Whenever a line in the following entries includes "data", tally it. Report nothing except the final count.
------------------------------------------------
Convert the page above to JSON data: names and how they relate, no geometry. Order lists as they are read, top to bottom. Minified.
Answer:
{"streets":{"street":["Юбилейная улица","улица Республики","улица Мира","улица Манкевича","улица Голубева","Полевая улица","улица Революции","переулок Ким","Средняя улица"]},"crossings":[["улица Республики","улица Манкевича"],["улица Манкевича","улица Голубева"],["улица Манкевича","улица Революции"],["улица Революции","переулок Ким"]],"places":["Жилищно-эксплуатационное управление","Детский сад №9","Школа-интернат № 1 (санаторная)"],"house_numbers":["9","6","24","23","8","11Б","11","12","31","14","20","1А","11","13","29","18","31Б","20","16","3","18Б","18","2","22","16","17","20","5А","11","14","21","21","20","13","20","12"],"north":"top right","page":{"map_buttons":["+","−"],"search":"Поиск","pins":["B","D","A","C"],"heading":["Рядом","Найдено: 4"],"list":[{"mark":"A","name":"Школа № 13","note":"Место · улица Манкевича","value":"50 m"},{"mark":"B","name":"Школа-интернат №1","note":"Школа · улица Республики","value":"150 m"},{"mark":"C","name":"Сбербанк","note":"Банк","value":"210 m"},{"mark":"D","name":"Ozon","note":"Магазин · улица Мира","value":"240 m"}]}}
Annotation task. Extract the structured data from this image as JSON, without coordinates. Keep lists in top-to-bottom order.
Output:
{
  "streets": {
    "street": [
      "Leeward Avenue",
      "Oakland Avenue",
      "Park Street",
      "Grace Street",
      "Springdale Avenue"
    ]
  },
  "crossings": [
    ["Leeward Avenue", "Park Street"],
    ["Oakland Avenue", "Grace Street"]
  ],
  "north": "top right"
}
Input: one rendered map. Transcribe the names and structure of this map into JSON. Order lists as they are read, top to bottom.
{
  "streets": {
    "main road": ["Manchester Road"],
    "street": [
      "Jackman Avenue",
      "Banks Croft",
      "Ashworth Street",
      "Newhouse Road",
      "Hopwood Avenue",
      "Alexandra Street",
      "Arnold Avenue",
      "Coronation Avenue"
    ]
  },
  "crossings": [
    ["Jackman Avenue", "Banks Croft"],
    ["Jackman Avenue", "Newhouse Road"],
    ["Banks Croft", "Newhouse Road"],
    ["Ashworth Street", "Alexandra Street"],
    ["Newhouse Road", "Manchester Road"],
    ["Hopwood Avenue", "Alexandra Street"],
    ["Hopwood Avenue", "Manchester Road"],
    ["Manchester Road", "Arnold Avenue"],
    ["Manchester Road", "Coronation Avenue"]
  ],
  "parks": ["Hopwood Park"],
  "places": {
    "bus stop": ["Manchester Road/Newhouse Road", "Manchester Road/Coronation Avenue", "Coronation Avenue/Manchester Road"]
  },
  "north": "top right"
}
------------------------------------------------
Answer box:
2